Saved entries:

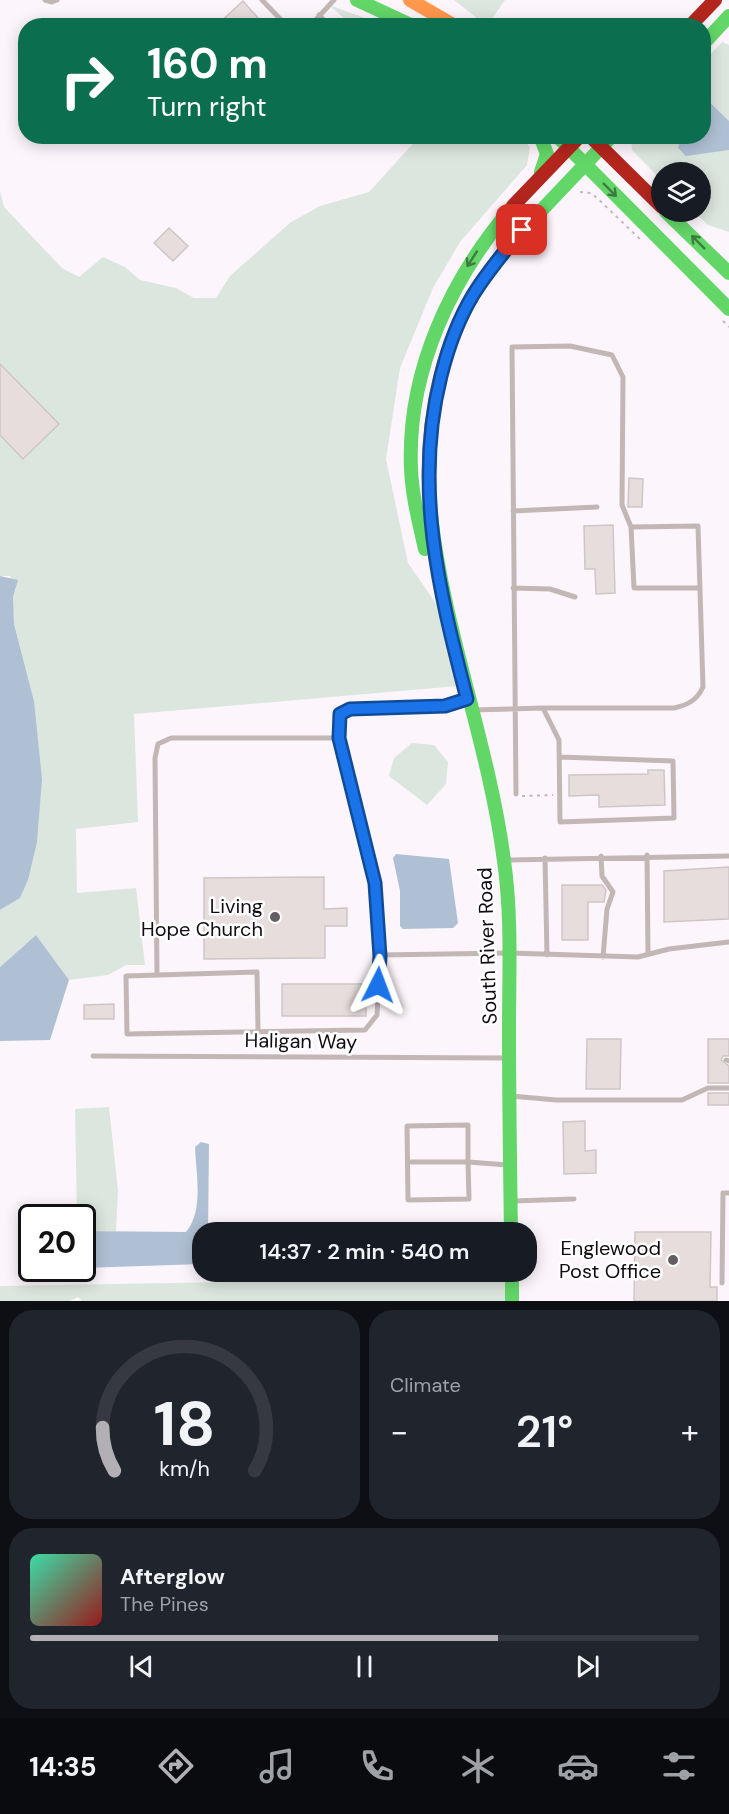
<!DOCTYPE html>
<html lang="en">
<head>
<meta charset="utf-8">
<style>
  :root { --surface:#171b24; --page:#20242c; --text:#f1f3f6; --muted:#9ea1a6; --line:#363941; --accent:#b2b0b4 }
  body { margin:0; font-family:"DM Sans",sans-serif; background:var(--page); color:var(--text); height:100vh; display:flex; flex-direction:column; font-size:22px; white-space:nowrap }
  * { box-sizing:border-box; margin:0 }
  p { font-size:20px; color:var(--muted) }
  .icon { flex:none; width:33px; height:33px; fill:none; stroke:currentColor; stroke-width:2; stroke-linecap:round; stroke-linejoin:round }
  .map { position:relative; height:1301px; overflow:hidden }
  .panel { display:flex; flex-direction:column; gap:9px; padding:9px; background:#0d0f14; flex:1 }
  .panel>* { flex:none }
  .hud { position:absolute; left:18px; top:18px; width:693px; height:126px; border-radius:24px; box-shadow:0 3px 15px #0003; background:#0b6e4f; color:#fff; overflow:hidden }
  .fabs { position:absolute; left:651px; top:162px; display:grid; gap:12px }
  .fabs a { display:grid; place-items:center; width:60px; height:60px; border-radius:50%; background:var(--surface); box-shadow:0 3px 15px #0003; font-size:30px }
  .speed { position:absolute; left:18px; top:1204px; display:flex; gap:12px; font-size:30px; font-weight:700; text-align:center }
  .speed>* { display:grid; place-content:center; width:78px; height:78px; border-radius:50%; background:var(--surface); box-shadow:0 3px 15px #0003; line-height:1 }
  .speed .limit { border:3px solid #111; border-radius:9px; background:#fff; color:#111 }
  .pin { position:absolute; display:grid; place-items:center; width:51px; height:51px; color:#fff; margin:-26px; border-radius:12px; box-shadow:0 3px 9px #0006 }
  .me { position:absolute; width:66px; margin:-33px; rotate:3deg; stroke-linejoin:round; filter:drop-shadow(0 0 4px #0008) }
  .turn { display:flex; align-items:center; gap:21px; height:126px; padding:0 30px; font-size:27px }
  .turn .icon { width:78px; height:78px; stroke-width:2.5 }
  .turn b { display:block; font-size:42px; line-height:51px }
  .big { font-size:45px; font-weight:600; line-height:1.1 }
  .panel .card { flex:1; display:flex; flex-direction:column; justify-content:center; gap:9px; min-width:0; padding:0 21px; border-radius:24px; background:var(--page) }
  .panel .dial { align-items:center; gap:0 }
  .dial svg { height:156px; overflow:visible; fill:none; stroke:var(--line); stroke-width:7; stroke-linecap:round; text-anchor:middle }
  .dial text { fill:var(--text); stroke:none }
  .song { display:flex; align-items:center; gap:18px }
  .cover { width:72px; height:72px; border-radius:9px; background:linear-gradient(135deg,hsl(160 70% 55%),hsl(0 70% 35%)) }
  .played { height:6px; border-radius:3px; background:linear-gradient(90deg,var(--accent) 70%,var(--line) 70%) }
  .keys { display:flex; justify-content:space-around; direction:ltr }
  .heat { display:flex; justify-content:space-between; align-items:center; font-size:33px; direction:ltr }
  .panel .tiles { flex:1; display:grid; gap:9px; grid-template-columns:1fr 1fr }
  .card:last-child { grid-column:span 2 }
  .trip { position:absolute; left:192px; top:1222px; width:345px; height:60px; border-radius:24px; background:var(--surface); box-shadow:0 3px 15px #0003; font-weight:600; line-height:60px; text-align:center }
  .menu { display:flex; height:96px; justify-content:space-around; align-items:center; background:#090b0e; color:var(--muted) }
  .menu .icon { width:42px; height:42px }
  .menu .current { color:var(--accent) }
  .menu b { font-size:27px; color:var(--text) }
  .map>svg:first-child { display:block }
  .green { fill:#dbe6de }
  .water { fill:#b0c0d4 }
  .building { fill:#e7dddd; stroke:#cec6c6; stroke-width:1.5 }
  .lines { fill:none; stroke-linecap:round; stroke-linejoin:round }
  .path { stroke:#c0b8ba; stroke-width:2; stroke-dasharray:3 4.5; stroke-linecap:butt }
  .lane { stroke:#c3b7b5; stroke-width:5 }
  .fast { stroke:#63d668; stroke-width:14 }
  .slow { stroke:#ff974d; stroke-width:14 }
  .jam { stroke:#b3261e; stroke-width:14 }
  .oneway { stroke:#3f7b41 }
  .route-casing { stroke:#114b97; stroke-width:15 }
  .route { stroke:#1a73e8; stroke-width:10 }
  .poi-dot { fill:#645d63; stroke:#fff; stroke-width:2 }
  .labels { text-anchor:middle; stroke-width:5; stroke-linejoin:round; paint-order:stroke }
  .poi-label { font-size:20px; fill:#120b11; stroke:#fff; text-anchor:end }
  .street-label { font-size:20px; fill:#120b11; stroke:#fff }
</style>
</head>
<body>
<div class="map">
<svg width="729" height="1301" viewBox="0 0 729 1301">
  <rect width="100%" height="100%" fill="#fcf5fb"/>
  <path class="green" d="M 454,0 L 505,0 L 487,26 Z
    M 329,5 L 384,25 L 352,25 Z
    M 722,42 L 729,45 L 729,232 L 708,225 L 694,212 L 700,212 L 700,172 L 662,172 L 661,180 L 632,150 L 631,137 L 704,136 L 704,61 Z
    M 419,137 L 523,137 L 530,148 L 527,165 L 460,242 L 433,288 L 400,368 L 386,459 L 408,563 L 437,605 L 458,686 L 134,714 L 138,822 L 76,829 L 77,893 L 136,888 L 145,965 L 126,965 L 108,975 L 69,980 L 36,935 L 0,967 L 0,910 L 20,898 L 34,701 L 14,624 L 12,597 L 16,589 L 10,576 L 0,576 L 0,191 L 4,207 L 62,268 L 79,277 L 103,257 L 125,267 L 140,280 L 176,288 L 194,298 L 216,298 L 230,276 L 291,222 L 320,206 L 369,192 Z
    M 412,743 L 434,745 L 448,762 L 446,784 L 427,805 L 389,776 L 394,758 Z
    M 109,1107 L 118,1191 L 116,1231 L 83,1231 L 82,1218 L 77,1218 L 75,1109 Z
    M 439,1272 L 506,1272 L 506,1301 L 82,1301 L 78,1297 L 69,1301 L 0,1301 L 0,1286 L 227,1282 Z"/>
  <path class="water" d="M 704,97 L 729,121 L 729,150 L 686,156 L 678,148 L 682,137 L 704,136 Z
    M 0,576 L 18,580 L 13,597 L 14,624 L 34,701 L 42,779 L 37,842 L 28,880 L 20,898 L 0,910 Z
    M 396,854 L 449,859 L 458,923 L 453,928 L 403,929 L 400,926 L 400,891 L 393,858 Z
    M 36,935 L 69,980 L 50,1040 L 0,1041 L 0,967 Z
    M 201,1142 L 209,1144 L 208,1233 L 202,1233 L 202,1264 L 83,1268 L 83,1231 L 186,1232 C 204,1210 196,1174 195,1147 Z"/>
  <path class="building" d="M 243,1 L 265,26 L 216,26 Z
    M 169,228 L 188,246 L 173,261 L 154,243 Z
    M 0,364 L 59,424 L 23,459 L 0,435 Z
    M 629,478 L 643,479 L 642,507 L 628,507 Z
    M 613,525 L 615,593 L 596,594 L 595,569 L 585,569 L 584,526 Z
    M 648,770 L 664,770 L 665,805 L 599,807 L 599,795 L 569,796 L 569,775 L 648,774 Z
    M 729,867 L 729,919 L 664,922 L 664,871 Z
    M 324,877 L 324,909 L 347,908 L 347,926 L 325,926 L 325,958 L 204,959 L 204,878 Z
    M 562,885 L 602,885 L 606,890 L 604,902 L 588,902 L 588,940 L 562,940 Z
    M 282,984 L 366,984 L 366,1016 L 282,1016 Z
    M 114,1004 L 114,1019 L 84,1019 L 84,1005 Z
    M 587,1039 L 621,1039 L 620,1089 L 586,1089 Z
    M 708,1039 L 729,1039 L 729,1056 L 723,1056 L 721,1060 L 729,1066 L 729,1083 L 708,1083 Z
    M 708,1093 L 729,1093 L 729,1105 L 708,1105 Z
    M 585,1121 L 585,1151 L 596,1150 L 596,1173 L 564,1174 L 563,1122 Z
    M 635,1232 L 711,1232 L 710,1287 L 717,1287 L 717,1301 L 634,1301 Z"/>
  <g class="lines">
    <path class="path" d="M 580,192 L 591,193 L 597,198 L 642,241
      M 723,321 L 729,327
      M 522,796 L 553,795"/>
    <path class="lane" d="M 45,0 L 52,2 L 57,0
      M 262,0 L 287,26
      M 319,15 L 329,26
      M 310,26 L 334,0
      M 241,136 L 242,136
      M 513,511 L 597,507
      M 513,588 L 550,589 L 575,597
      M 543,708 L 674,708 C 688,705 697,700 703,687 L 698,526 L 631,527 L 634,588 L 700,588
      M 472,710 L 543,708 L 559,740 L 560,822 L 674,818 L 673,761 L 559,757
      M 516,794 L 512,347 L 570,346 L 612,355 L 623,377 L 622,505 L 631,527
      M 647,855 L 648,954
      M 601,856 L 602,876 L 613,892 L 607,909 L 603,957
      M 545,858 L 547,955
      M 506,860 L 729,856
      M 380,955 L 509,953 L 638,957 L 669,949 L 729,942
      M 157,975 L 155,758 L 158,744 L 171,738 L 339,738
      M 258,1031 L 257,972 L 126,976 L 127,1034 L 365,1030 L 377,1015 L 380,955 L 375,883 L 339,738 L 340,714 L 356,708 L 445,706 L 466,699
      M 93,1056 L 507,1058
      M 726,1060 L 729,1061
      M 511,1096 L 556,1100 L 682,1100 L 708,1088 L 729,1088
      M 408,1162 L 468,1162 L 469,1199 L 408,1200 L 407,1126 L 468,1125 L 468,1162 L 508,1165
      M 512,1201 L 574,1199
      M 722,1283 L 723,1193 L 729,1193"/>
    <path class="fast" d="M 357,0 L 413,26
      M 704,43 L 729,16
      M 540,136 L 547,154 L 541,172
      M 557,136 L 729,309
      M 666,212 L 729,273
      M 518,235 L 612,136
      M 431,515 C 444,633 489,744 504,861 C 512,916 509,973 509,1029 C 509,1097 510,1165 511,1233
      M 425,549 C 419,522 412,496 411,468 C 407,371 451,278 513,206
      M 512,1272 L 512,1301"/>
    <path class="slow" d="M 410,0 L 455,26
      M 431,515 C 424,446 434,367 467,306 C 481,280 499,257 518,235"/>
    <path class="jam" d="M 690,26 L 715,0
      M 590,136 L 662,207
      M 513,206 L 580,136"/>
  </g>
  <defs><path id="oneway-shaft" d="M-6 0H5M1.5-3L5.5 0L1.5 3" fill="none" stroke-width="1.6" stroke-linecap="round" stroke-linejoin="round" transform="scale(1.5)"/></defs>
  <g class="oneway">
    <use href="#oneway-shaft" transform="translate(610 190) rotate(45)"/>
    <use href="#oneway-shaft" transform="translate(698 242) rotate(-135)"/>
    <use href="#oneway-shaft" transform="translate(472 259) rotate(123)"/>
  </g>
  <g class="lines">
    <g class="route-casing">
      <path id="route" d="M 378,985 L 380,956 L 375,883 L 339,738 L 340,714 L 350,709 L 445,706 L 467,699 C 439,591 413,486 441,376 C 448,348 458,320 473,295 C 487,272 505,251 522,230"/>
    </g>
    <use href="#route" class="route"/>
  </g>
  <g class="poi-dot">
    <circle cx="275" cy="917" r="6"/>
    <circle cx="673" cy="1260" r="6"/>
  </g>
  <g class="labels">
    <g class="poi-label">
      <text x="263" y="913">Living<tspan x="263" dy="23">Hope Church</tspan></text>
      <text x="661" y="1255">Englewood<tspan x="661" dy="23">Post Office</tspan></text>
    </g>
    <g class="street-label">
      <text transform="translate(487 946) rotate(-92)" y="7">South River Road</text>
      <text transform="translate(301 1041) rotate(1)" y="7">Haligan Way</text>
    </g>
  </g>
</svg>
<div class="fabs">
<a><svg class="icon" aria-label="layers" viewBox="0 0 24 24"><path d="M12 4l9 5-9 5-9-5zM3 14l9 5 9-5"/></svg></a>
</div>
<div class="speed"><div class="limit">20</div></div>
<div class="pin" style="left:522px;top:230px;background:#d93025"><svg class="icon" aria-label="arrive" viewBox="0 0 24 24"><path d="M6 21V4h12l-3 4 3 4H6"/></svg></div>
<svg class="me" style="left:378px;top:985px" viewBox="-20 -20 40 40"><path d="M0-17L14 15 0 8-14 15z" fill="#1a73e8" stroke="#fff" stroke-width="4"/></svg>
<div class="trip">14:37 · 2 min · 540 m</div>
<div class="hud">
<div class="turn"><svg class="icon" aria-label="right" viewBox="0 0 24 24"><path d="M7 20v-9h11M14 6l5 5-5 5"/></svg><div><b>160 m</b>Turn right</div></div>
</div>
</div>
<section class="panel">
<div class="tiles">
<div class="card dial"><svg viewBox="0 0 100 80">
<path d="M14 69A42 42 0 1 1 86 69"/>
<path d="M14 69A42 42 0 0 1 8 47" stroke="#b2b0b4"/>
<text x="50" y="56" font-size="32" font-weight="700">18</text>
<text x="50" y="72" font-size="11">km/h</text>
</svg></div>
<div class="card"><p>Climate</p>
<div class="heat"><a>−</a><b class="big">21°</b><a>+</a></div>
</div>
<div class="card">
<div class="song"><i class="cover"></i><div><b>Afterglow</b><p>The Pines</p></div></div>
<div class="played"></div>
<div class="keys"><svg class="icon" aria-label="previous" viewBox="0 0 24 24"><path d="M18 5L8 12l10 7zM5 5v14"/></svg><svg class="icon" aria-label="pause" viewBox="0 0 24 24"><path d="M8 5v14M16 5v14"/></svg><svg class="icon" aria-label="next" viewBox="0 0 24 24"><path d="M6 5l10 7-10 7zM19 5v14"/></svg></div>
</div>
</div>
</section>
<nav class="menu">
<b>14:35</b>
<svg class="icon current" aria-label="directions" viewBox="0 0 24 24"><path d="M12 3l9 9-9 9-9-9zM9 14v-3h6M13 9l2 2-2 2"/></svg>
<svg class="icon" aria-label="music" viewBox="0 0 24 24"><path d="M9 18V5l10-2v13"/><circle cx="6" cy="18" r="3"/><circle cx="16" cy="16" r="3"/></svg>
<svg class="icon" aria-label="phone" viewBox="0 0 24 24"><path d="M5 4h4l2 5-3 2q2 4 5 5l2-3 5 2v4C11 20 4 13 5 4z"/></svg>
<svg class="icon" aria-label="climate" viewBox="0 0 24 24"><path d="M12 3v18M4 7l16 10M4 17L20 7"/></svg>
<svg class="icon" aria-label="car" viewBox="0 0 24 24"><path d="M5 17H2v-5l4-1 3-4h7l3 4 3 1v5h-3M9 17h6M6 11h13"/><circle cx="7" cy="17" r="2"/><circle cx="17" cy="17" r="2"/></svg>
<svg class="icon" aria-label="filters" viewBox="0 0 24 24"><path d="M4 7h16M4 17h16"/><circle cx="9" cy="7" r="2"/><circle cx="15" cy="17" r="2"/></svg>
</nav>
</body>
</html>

EXERCISE DIRECTIONS:
Which of the lines above include the string "style"? Pick them out and copy them.

SOLUTION:
<style>
</style>
<div class="pin" style="left:522px;top:230px;background:#d93025"><svg class="icon" aria-label="arrive" viewBox="0 0 24 24"><path d="M6 21V4h12l-3 4 3 4H6"/></svg></div>
<svg class="me" style="left:378px;top:985px" viewBox="-20 -20 40 40"><path d="M0-17L14 15 0 8-14 15z" fill="#1a73e8" stroke="#fff" stroke-width="4"/></svg>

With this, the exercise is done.